Opthea Limited announced the release of phase 2b clinical trial results of OPT-302 administered with ranibizumab (Lucentis, Genentech) for the treatment of wet age-related macular degeneration (AMD).
Tell me more about OPT-302.
OPT-302 is the first anti-vascular endothelial growth factor (VEGF) “trap” agent that is designed specifically for the eye. It binds and sequesters both VEGF-C and VEGF-D, which then prevents the activation of VEGF receptors 2 and 3.

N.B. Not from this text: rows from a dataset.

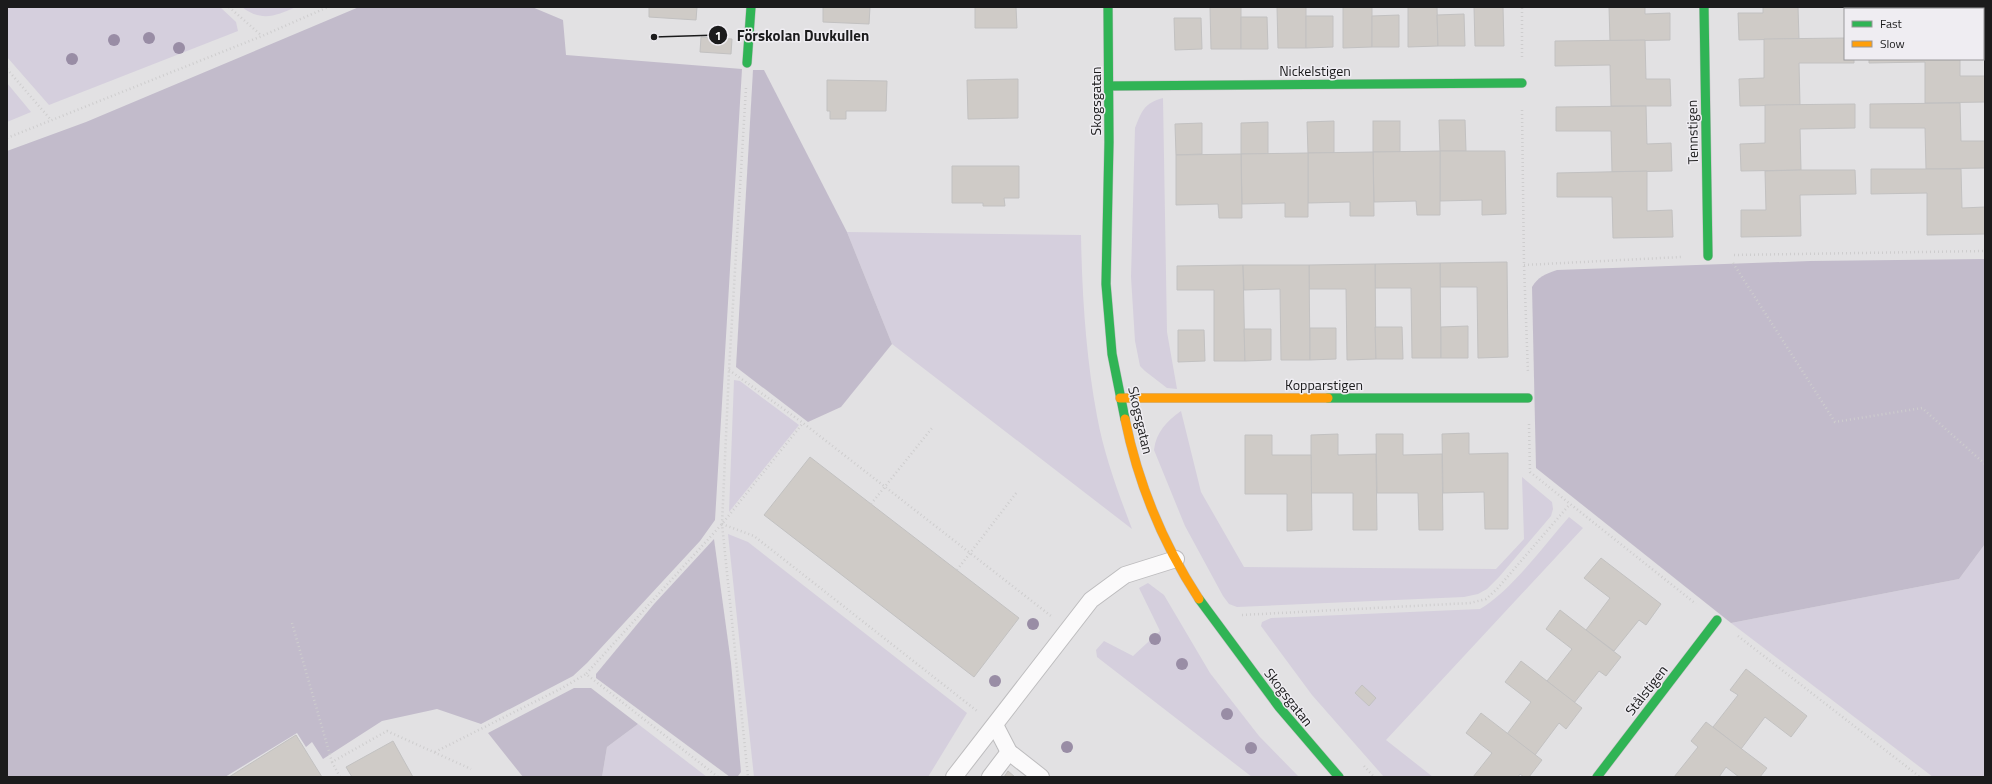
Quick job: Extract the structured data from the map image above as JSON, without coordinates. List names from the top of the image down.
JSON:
{
  "streets": {
    "street": [
      "Nickelstigen",
      "Skogsgatan",
      "Tennstigen",
      "Kopparstigen",
      "Stålstigen"
    ]
  },
  "crossings": [
    ["Nickelstigen", "Skogsgatan"],
    ["Skogsgatan", "Kopparstigen"]
  ],
  "places": ["Förskolan Duvkullen"],
  "legend": ["Fast", "Slow"]
}
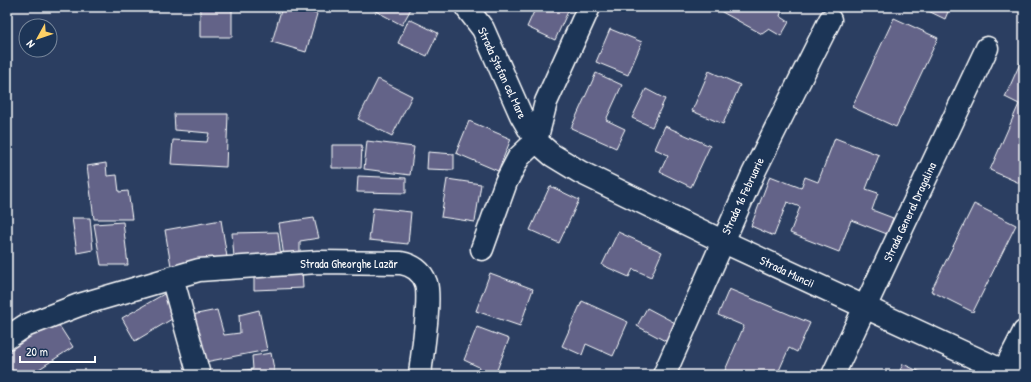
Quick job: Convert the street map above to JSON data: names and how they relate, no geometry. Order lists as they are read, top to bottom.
{
  "streets": {
    "street": [
      "Strada Ștefan cel Mare",
      "Strada 16 Februarie",
      "Strada General Dragalina",
      "Strada Gheorghe Lazăr",
      "Strada Muncii"
    ]
  },
  "crossings": [
    ["Strada Ștefan cel Mare", "Strada Muncii"],
    ["Strada 16 Februarie", "Strada Muncii"],
    ["Strada General Dragalina", "Strada Muncii"]
  ],
  "scale_bar": "20 m",
  "north": "bottom left"
}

By combining OPT-302 with ranibizumab, an anti-VEGF therapy, it could lead to potentially better anatomic and visual outcomes.
Anything else?
OPT-302 was granted Fast Track designation by the FDA in 2021 to treat wet AMD.
Talk about the trial.
The prospective, randomized, and controlled phase 2b trial (NCT03345082) included 366 treatment naíve patients with wet AMD and a best-corrected visual acuity (BCVA) between 25 and 60 Early Treatment Diabetic Retinopathy Study (ETDRS) letters, and was conducted at 109 clinical sites within the U.S., Israel, and Europe. Participants received six, four-weekly intravitreally-administered injections of either 0.5 mg OPT-302, 2 mg OPT-302, or sham, all with 0.5 mg ranibizumab.

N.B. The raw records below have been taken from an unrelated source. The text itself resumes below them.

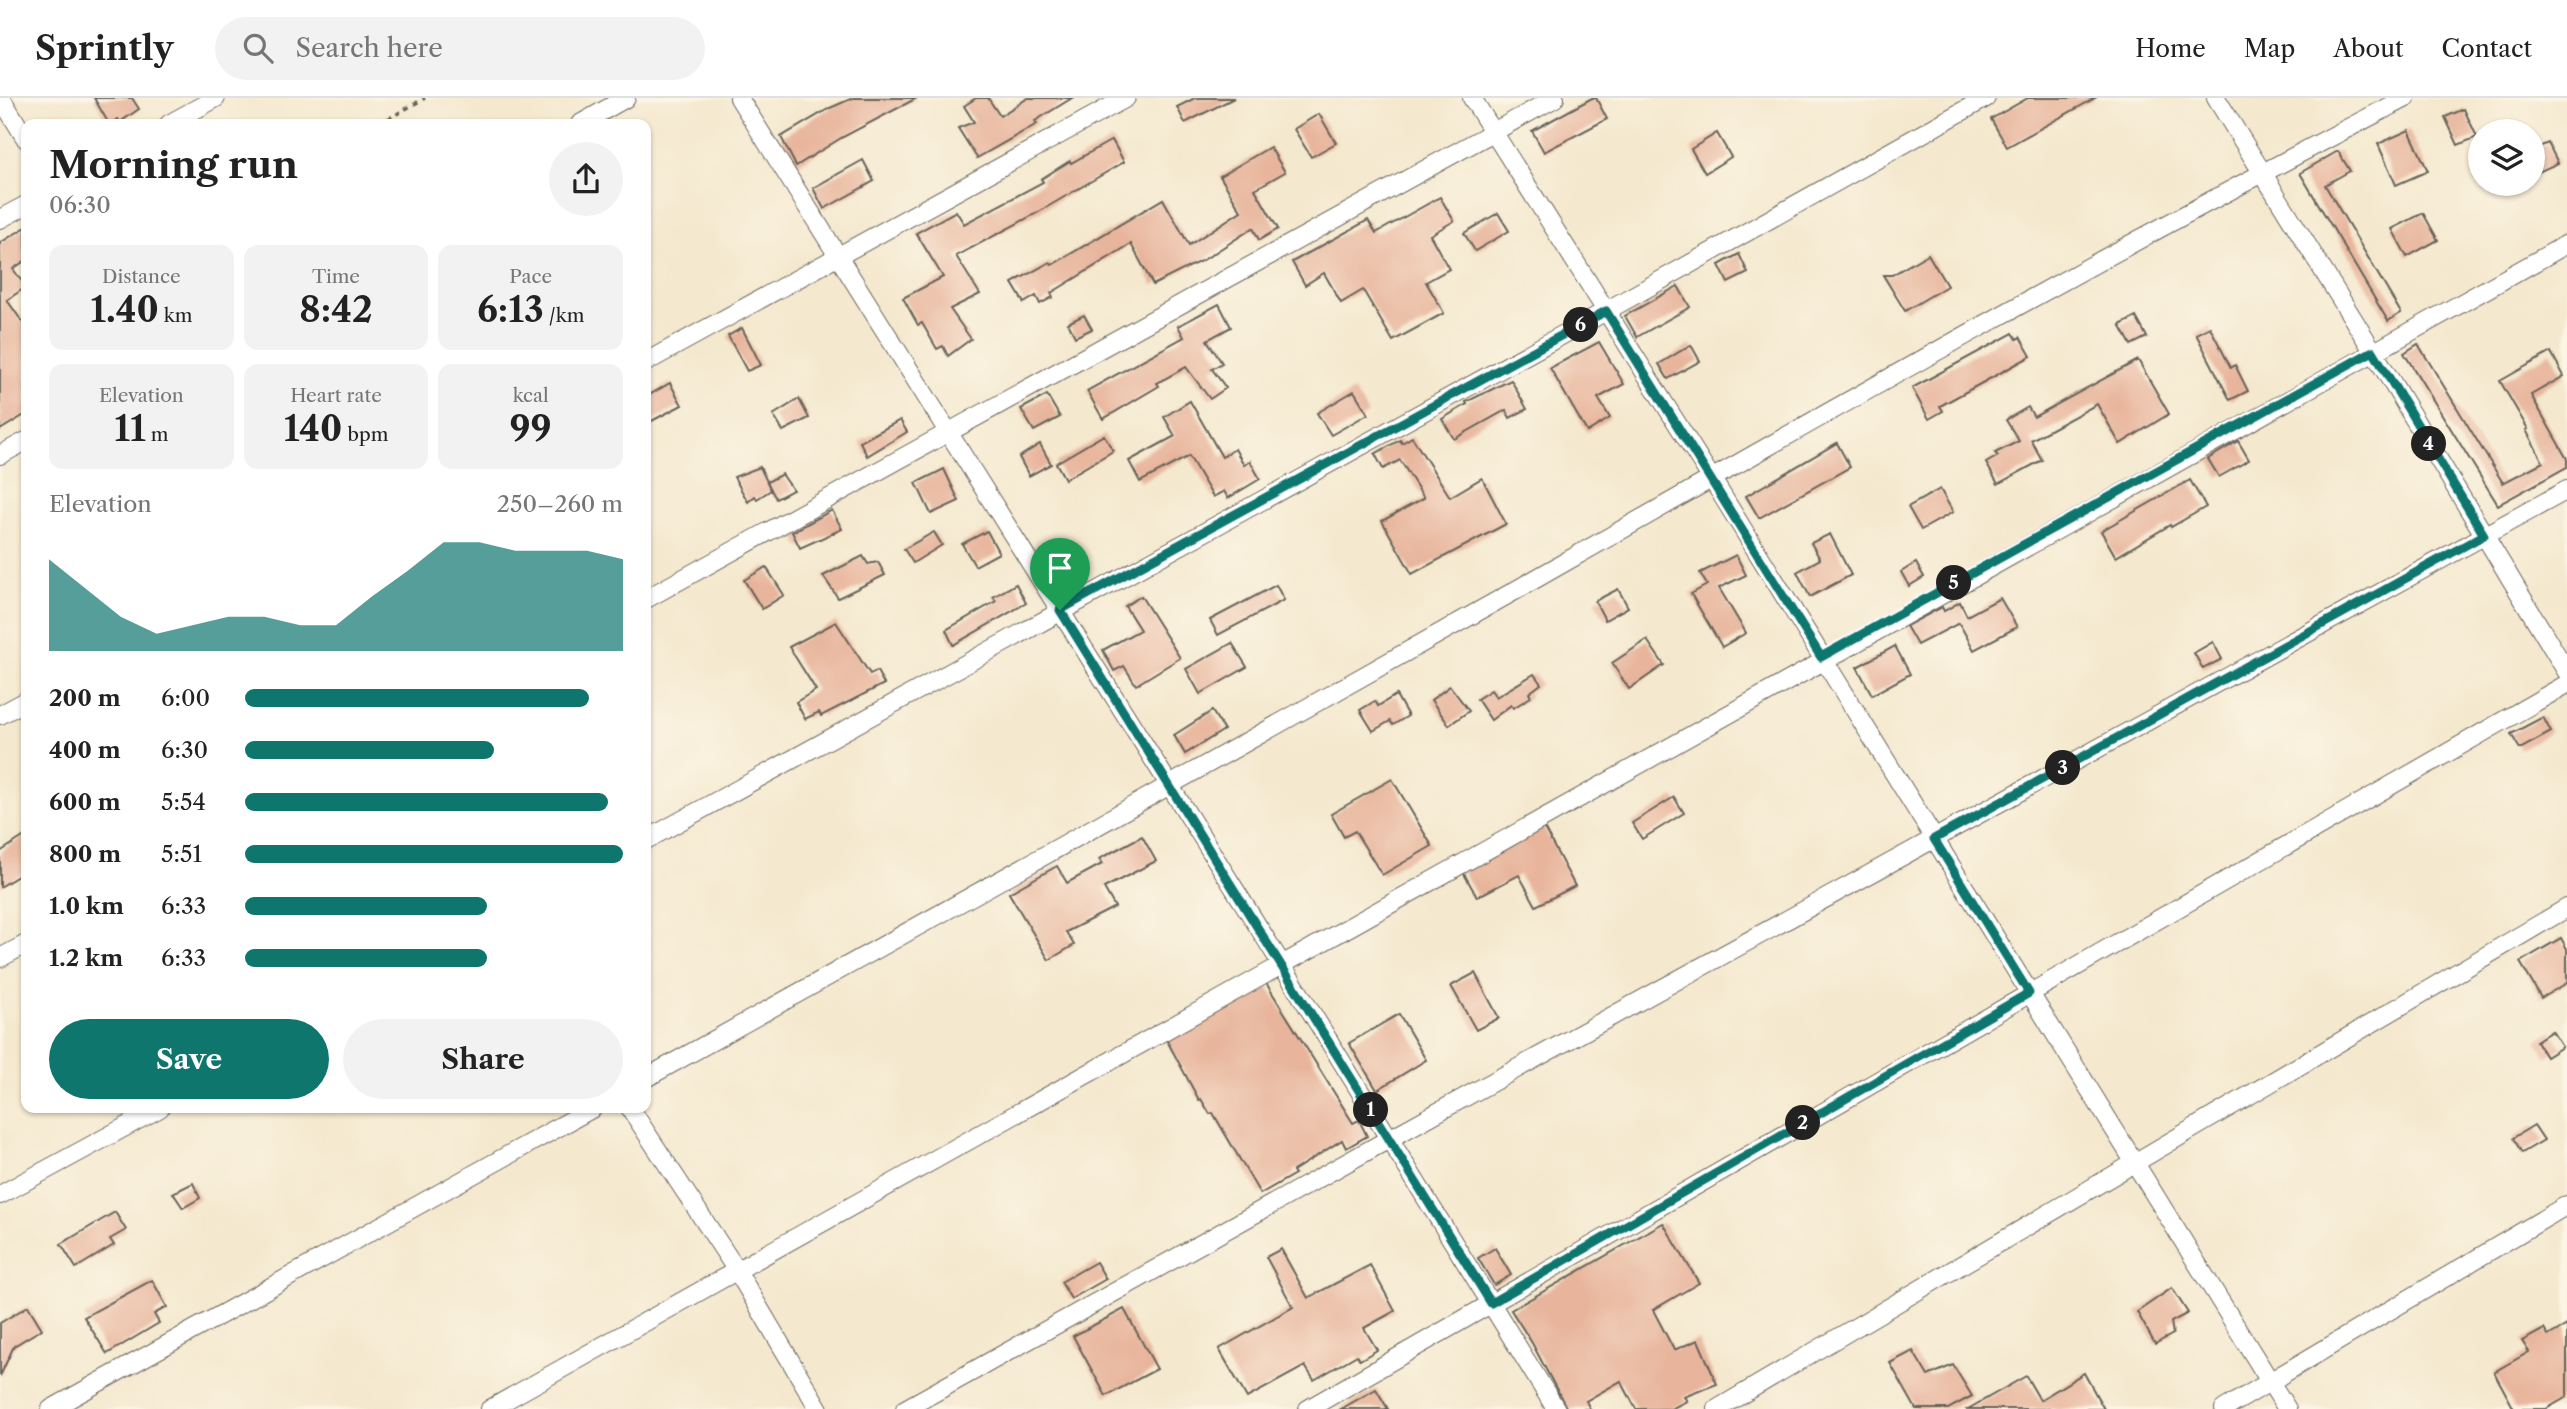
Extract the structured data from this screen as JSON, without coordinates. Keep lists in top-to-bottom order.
{
  "page": {
    "header": "Sprintly",
    "search": "Search here",
    "nav": [
      "Home",
      "Map",
      "About",
      "Contact"
    ],
    "heading": ["Morning run", "06:30"],
    "stats": [
      ["Distance", "1.40 km"],
      ["Time", "8:42"],
      ["Pace", "6:13 /km"],
      ["Elevation", "11 m"],
      ["Heart rate", "140 bpm"],
      ["kcal", "99"]
    ],
    "pins": [
      "6",
      "4",
      "5",
      "3",
      "1",
      "2"
    ],
    "chart": ["Elevation", "250–260 m"],
    "list": [
      {
        "name": "200 m",
        "note": "6:00"
      },
      {
        "name": "400 m",
        "note": "6:30"
      },
      {
        "name": "600 m",
        "note": "5:54"
      },
      {
        "name": "800 m",
        "note": "5:51"
      },
      {
        "name": "1.0 km",
        "note": "6:33"
      },
      {
        "name": "1.2 km",
        "note": "6:33"
      }
    ],
    "buttons": ["Save", "Share"]
  }
}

What was the primary endpoint?
Primary efficacy endpoint was a statistically superior gain in visual acuity at 24 weeks compared to ranibizumab alone.
How about the results?
The study met its primary endpoint as well as recorded positive secondary outcomes for the OPT-302 combination therapy with participants having noted vision gains of 10+ letters or more, anatomical improvements with reduction in swelling and vascular leakage, and a favorable safety profile.
What’s next?
Opthea currently has two global confirmatory phase 3 studies underway to investigate the combination therapies of 2 mg OPT-302 + 0.5 mg ranibizumab (ShORe, NCT04757610) and 2 mg OPT-302 + 2 mg aflibercept (COAST, NCT04757636), respectively, for wet AMD treatment.